■ EXERCISE REQUIREMENTS ■
So that the copy matches the original, write out every entry exactly.

■ TASK INPUT ■

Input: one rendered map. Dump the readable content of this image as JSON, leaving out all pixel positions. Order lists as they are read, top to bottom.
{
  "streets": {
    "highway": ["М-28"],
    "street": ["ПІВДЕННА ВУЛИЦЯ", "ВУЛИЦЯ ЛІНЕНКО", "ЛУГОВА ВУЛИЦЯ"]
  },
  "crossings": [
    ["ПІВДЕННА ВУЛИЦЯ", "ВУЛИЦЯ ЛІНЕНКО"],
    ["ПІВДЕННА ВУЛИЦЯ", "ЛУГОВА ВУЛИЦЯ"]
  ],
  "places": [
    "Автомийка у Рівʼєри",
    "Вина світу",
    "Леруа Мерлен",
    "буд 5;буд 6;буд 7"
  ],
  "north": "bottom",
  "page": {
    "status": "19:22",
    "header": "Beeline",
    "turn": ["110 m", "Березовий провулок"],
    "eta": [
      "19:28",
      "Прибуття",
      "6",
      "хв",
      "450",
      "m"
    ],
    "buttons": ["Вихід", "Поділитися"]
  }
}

■ EXERCISE SOLUTION ■
Input: one rendered map. Dump the readable content of this image as JSON, leaving out all pixel positions. Order lists as they are read, top to bottom.
{
  "streets": {
    "highway": ["М-28"],
    "street": ["ПІВДЕННА ВУЛИЦЯ", "ВУЛИЦЯ ЛІНЕНКО", "ЛУГОВА ВУЛИЦЯ"]
  },
  "crossings": [
    ["ПІВДЕННА ВУЛИЦЯ", "ВУЛИЦЯ ЛІНЕНКО"],
    ["ПІВДЕННА ВУЛИЦЯ", "ЛУГОВА ВУЛИЦЯ"]
  ],
  "places": [
    "Автомийка у Рівʼєри",
    "Вина світу",
    "Леруа Мерлен",
    "буд 5;буд 6;буд 7"
  ],
  "north": "bottom",
  "page": {
    "status": "19:22",
    "header": "Beeline",
    "turn": ["110 m", "Березовий провулок"],
    "eta": [
      "19:28",
      "Прибуття",
      "6",
      "хв",
      "450",
      "m"
    ],
    "buttons": ["Вихід", "Поділитися"]
  }
}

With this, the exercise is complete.